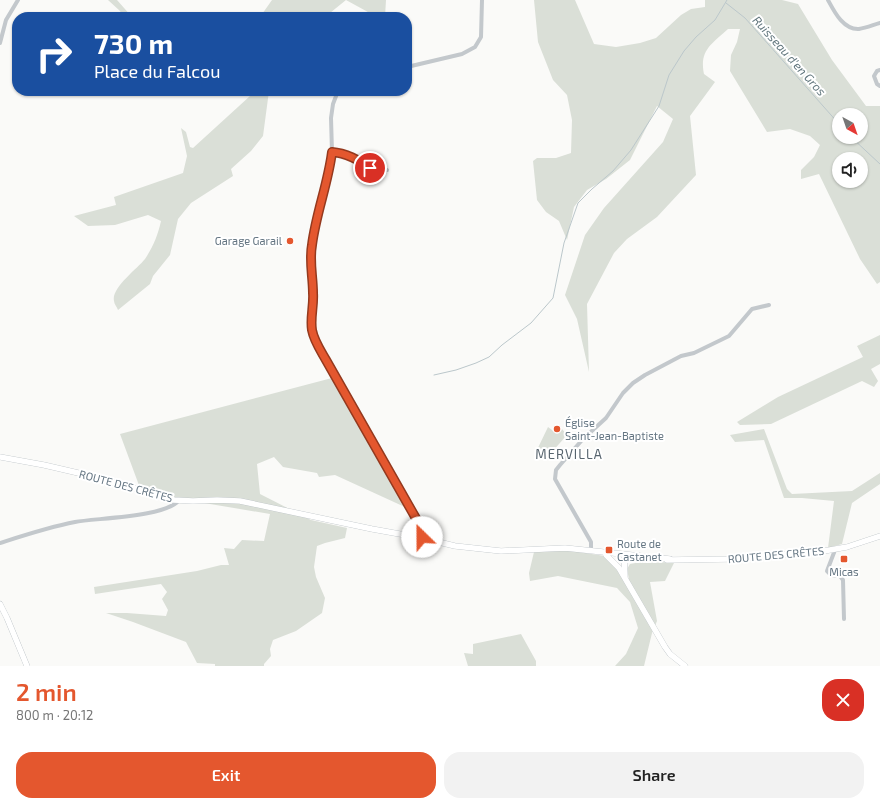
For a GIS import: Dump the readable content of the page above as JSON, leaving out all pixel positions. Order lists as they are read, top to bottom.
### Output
{
  "streets": {
    "street": ["ROUTE DES CRÊTES"]
  },
  "districts": ["MERVILLA"],
  "water": ["Ruisseau d'en Gros"],
  "places": {
    "other": ["Garage Garail", "Église Saint-Jean-Baptiste"],
    "transit": ["Route de Castanet", "Micas"]
  },
  "north": "bottom right",
  "page": {
    "turn": ["730 m", "Place du Falcou"],
    "heading": ["2 min", "800 m · 20:12"],
    "buttons": ["Exit", "Share"]
  }
}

Exercise prompt: Set down every line above exactly, pictures excluded.

Task response:
For a GIS import: Dump the readable content of the page above as JSON, leaving out all pixel positions. Order lists as they are read, top to bottom.
### Output
{
  "streets": {
    "street": ["ROUTE DES CRÊTES"]
  },
  "districts": ["MERVILLA"],
  "water": ["Ruisseau d'en Gros"],
  "places": {
    "other": ["Garage Garail", "Église Saint-Jean-Baptiste"],
    "transit": ["Route de Castanet", "Micas"]
  },
  "north": "bottom right",
  "page": {
    "turn": ["730 m", "Place du Falcou"],
    "heading": ["2 min", "800 m · 20:12"],
    "buttons": ["Exit", "Share"]
  }
}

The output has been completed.